Recently CNBC reported that the Federal Reserve bought aprox. 80% of the US Treasury securities issued in 2009.
What does that mean? Well, when the US government needs more money, they go to the Federal Reserve Bank (a PRIVATELY-owned bank, not government-owned bank). The Federal Reserve prints some greenbacks (Federal Reserve Notes... look in your wallet), and the US government issues US Treasury notes (called T-Bills) for the same amount in return.
Normally the Federal Reserve sells these Treasury notes, but last year no one wanted to buy many, so the Federal Reserve sold itself about 80% of them. Now, please note that the US Treasury notes are normally sold at a discount, but pay interest.
So the Ponzi scheme is this: the Federal Reserve creates 'money' out of nothing but a printing press and special paper. Then they loan those greenbacks to the US Government for interest, and 'buy' back the US Treasury notes which also pay interest. If they sell them, great. If they don't sell them, they are out some paper and ink, and the government still owes the full value plus interest.
Nice gig, eh?
We have been taught that the American Revolution against the British was fought over taxation without representation... like the Stamp Act (tea tax) and other related impositions. However, during my history searches for my family genealogy, something else has become clear: money and the banking system... which ties in with our current economic crisis.
In 1764 when Ben Franklin went to London, he found very high unemployment and poverty everywhere. He asked his English friends how England, with all its wealth, could have so much poverty among its working classes. His friends replied that England was a prey to a terrible condition: it had too many workers! The rich said they were already overburdened with taxes, and could not pay more to relieve the needs and poverty of this mass of workers. Being astounded, he was asked why that wasn't also true in the Colonies, and how we raised money for our "Poor Houses". Here's his reply:
“We have no poor houses in the Colonies; and if we had some, there would be nobody to put in them, since there is, in the Colonies, not a single unemployed person, neither beggars nor tramps.
In the Colonies, we issue our own paper money. It is called 'Colonial Scrip.' We issue it in proper proportion to make the goods pass easily from the producers to the consumers. In this manner, creating ourselves our own paper money, we control its purchasing power and we have no interest to pay to no one."
When the bankers of England understood what Franklin said, they immediately took the necessary steps to have the British Parliament to pass a law that prohibited the Colonies from using their scrip money, and ordered them to use only the gold and silver money that was provided in sufficient quantity by the English bankers but at outrageous interest rates.
Only a year later, Franklin said, the streets of the colonies were filled with unemployed beggars, just as they were in England.
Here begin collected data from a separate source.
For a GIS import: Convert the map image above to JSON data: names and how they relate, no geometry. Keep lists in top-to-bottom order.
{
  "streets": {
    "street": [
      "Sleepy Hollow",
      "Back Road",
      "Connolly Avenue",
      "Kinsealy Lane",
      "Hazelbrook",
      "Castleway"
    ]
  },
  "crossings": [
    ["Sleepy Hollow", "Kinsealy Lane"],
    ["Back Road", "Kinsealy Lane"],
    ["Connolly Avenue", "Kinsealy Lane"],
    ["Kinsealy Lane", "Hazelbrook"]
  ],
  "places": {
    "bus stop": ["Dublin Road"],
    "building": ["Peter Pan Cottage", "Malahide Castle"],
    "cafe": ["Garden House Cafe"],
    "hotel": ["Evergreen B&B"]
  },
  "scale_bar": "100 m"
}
The money supply had suddenly been reduced by half, leaving insufficient funds to pay for the goods and services these workers could have provided. Then began in America the plague of debt-money, which has almost ever since brought so many curses to the American people.
Franklin maintained that it was "the poverty caused by the bad influence of the English bankers on the Parliament which has caused in the colonies hatred of the English and . . . the Revolutionary War."
This, he said, was the real reason for the Revolution: "the colonies would gladly have borne the little tax on tea and other matters had it not been that England took away from the colonies their money, which created unemployment and dissatisfaction."
Is this just ancient history?
No.
The ability for America (and the individual states to create its own credit) has largely been lost to private bankers. The lion's share of new credit creation is done by private banks, so - instead of being able to itself create money without owing interest - the government owes unfathomable trillions in interest to private banks, most notably The Federal Reserve Bank, which name is printed on every bit of US paper money in your wallet.